Required work: Where in the records does the word "relative" occur? Copy each line in which it does.

The input:
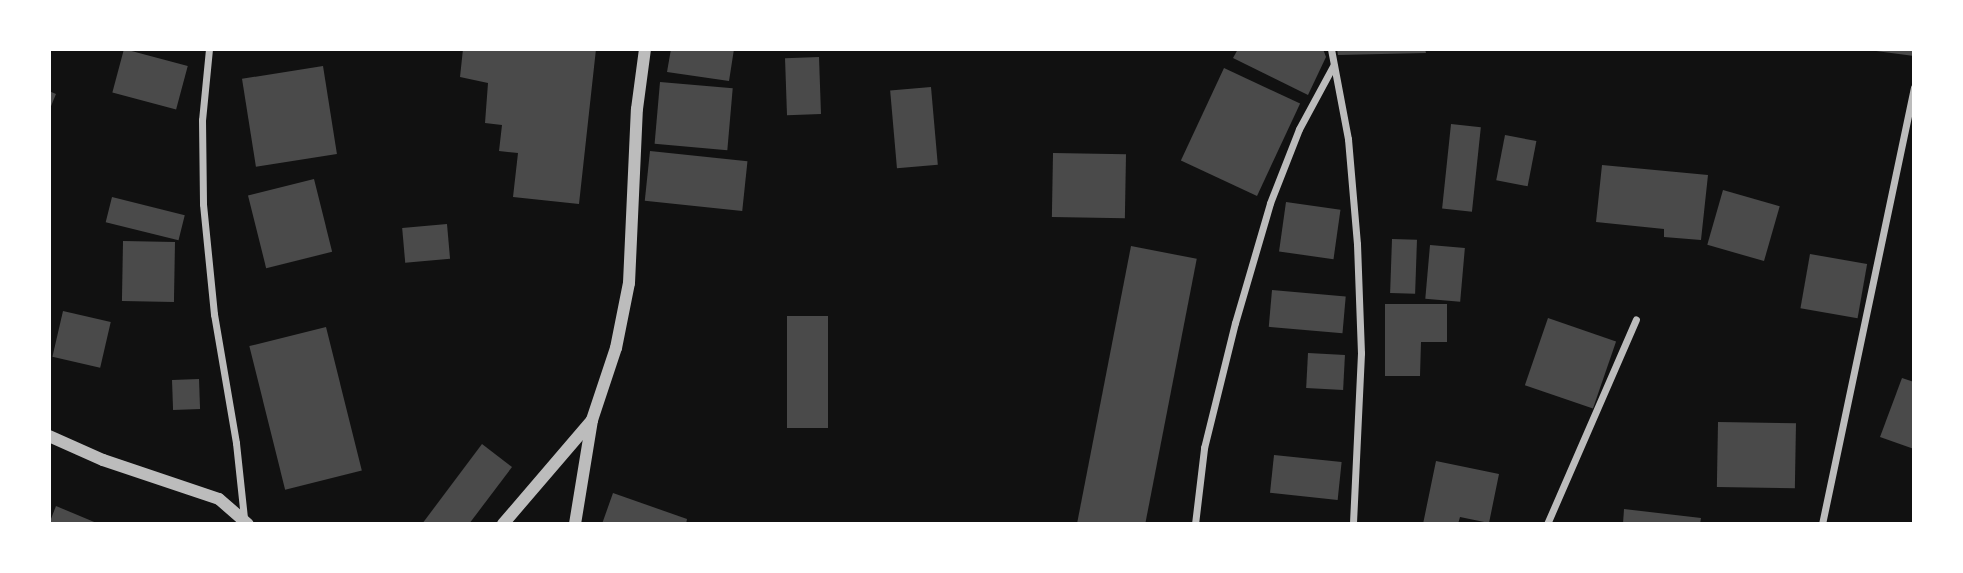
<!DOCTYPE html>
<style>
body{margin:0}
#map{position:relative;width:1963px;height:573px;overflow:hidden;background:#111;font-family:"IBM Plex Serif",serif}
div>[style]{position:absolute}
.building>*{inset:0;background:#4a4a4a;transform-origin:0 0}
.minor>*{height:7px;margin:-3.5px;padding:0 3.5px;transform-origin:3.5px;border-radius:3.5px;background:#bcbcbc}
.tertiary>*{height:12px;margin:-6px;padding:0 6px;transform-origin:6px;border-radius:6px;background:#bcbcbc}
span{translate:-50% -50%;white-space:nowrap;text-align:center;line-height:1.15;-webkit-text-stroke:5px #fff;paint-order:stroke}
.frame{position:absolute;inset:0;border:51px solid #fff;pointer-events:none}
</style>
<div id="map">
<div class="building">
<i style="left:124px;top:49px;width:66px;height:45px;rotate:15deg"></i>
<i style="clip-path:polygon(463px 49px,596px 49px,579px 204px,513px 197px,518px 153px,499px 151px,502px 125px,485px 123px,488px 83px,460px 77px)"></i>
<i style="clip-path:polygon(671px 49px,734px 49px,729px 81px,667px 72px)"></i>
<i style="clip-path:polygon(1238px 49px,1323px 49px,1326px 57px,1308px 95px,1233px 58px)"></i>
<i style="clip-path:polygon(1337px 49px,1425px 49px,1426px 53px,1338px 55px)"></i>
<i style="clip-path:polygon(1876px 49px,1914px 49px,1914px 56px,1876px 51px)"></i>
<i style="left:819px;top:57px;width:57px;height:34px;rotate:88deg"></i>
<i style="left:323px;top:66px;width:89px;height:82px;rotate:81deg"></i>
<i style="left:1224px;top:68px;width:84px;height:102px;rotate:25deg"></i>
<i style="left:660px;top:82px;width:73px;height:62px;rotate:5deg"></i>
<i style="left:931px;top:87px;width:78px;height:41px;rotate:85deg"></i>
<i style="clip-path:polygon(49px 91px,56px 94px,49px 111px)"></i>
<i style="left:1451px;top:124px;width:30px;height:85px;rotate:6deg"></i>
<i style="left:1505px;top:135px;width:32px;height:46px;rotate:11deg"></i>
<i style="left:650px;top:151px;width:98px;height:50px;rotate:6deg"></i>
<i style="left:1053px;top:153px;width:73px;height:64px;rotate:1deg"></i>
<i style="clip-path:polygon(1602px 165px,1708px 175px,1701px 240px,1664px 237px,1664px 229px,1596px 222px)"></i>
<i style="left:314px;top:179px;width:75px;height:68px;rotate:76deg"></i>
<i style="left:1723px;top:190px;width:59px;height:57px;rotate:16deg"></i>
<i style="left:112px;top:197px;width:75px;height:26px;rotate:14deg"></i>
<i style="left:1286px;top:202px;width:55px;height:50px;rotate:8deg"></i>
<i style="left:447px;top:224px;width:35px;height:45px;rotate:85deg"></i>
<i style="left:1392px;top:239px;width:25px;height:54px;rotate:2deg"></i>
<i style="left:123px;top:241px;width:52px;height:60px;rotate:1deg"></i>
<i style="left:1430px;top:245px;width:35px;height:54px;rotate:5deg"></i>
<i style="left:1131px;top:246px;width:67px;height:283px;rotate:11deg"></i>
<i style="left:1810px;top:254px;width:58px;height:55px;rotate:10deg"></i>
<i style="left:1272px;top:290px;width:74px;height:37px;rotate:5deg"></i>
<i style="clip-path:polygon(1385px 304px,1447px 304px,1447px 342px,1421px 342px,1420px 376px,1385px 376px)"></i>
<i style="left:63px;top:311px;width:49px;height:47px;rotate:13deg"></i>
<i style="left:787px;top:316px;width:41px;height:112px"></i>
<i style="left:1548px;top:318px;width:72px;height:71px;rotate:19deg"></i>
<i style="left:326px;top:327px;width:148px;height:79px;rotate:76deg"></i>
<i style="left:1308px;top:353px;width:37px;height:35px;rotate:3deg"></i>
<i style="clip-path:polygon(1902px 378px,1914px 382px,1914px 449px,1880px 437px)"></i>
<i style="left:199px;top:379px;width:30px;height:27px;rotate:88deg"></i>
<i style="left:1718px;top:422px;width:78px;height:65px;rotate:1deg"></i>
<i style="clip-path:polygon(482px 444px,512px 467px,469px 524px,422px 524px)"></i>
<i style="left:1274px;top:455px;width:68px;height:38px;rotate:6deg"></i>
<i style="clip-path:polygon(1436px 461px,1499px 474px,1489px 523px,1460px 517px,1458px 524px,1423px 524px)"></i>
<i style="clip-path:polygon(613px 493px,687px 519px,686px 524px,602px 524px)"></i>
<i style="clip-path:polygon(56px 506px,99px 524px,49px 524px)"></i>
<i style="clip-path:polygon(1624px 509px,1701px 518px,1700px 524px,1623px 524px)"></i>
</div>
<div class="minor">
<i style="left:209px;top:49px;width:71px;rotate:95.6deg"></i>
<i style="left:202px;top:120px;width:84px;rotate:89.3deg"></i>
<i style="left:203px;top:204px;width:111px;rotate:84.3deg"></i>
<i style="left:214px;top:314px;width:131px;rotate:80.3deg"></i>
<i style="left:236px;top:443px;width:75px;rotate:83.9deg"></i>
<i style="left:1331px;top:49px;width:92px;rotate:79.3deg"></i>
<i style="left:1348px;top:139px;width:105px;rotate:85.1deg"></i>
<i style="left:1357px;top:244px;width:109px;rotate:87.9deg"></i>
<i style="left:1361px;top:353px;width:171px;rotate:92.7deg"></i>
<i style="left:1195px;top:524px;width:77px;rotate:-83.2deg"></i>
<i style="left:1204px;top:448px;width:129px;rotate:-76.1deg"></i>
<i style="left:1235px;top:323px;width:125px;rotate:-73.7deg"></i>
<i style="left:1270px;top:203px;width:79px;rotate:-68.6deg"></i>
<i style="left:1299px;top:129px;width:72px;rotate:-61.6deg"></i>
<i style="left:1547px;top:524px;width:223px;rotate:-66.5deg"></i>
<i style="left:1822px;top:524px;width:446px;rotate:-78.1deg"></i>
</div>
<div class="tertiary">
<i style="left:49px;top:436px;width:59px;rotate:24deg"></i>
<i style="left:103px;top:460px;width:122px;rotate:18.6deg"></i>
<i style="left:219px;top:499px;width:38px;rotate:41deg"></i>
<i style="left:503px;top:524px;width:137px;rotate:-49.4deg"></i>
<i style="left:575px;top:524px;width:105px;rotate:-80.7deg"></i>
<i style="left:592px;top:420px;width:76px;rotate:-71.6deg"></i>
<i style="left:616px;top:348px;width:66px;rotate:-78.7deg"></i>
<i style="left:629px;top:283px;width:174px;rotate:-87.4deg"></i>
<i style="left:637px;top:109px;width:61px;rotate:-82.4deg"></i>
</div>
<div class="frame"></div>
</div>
...
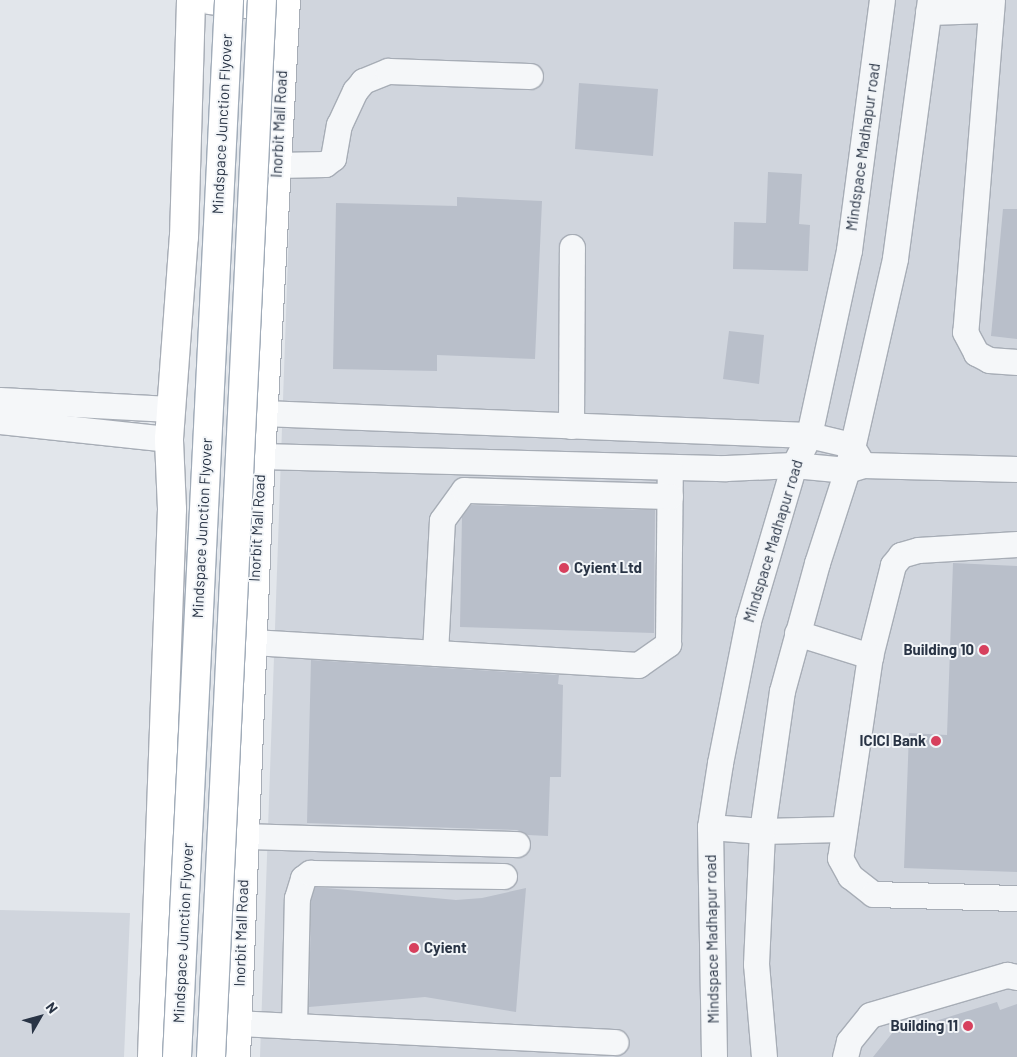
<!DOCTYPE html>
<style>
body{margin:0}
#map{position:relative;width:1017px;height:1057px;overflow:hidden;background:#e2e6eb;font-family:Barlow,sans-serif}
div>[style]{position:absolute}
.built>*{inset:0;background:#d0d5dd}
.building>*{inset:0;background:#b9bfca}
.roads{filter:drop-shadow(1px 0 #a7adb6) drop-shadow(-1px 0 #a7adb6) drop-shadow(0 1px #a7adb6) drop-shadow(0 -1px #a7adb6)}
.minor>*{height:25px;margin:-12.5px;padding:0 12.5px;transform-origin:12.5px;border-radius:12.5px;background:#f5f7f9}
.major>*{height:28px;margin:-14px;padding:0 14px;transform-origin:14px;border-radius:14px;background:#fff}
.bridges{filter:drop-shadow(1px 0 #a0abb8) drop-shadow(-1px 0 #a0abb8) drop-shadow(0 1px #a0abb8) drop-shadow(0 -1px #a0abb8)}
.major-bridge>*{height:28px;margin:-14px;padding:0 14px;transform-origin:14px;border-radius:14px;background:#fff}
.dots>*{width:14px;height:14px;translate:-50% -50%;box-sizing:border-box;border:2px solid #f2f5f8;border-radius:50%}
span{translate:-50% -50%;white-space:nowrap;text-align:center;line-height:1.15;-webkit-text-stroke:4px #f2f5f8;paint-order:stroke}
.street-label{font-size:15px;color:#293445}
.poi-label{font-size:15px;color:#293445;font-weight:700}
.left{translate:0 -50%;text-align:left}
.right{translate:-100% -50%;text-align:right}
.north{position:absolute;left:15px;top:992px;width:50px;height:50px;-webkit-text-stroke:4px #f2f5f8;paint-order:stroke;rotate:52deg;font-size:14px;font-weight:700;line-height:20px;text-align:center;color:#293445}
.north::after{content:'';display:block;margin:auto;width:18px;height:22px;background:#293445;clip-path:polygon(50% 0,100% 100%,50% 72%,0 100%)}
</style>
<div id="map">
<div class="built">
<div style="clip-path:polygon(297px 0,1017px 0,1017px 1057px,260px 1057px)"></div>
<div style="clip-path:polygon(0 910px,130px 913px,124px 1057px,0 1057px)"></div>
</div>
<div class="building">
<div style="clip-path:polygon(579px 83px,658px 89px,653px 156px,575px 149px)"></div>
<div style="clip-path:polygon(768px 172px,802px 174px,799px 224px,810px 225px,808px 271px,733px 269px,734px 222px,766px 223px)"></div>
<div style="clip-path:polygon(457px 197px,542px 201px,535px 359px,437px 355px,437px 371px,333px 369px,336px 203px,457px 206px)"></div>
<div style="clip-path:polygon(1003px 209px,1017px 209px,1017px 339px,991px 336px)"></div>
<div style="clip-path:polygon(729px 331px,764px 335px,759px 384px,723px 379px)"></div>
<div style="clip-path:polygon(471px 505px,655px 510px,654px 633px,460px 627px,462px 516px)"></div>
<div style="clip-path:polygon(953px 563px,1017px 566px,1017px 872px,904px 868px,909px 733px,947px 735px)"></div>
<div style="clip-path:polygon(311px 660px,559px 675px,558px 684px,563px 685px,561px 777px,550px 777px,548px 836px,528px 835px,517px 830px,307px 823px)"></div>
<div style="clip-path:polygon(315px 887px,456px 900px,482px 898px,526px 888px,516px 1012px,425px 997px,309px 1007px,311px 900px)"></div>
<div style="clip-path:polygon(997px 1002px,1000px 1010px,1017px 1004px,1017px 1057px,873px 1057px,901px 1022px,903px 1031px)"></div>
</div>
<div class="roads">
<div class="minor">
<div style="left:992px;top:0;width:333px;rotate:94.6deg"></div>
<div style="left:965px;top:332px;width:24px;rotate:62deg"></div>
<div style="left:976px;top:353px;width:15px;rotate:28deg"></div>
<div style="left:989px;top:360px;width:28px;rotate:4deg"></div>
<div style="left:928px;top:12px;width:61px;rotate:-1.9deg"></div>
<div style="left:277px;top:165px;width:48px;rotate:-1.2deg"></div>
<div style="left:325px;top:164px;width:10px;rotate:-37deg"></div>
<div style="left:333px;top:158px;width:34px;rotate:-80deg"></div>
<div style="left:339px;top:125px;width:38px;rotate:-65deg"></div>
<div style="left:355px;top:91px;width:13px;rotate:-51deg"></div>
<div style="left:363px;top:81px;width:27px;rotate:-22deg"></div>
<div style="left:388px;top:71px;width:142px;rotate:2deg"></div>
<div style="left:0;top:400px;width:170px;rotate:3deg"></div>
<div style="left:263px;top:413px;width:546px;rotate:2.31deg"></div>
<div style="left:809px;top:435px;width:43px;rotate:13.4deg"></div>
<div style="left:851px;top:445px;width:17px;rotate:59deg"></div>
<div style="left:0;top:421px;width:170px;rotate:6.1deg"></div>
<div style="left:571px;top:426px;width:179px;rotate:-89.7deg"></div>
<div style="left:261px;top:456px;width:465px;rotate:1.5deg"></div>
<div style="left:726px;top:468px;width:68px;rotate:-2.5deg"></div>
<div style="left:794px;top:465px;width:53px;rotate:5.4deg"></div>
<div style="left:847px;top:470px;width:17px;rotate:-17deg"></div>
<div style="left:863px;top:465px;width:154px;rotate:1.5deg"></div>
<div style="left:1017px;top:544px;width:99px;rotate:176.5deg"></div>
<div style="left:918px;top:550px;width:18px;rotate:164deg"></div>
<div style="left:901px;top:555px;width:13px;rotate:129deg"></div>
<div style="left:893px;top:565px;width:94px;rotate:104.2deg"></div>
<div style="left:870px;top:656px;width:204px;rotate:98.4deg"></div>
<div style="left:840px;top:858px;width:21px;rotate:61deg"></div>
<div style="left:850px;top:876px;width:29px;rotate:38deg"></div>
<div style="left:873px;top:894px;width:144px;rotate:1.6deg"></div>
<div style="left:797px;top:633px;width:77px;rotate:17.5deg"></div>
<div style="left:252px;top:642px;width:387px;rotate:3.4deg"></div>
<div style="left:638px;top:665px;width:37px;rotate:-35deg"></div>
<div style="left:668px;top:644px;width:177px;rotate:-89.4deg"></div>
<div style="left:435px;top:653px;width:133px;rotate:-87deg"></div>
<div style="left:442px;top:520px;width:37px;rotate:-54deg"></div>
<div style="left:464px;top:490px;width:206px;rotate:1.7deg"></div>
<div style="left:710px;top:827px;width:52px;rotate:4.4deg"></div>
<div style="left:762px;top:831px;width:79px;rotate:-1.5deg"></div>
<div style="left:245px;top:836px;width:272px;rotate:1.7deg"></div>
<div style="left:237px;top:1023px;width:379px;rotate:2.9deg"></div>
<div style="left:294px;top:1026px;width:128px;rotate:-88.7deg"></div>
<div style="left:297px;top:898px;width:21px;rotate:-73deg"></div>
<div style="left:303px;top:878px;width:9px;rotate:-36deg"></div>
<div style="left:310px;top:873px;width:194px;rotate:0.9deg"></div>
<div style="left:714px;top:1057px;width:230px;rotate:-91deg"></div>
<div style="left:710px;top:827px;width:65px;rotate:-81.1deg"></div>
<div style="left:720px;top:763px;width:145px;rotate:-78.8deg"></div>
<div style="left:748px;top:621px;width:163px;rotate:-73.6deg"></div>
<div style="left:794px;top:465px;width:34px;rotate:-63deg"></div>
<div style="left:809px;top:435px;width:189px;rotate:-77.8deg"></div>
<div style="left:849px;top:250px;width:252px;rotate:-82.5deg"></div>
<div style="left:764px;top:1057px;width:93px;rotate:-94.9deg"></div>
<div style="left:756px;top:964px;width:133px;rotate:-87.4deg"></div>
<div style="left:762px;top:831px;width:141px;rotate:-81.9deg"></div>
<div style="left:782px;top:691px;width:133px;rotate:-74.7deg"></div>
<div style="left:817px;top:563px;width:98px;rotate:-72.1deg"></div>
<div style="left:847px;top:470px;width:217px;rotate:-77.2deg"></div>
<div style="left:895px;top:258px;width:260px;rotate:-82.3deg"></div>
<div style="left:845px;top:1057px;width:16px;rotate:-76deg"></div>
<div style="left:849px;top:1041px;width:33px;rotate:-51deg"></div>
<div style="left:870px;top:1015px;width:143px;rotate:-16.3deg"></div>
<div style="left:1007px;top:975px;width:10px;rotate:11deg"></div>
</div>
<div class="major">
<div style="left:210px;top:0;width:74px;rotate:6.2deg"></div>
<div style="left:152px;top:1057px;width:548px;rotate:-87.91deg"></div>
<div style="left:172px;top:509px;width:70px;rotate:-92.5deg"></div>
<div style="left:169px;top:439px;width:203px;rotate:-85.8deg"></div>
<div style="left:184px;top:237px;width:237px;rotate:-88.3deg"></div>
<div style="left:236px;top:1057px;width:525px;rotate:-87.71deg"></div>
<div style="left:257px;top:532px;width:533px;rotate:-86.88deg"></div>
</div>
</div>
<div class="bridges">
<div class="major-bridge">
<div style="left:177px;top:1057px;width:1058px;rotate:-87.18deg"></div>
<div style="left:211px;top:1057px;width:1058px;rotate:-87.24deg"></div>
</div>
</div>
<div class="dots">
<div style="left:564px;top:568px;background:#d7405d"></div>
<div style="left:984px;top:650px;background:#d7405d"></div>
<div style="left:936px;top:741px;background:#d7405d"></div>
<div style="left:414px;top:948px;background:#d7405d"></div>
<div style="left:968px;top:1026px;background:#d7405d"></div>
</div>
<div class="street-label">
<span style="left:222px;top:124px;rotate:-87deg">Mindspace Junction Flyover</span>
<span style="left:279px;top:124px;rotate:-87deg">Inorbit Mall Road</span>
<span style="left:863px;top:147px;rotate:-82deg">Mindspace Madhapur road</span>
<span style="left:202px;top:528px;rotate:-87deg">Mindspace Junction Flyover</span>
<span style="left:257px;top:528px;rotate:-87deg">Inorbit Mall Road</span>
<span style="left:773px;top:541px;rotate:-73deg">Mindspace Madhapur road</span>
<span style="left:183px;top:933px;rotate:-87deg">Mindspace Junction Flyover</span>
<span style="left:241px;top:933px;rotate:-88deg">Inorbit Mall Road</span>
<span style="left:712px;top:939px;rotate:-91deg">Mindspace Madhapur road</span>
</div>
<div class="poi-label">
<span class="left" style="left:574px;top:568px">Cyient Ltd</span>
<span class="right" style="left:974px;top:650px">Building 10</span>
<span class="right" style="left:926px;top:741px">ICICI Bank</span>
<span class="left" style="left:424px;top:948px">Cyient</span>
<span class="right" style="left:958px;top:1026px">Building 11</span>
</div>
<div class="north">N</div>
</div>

Answer section:
#map{position:relative;width:1963px;height:573px;overflow:hidden;background:#111;font-family:"IBM Plex Serif",serif}
#map{position:relative;width:1017px;height:1057px;overflow:hidden;background:#e2e6eb;font-family:Barlow,sans-serif}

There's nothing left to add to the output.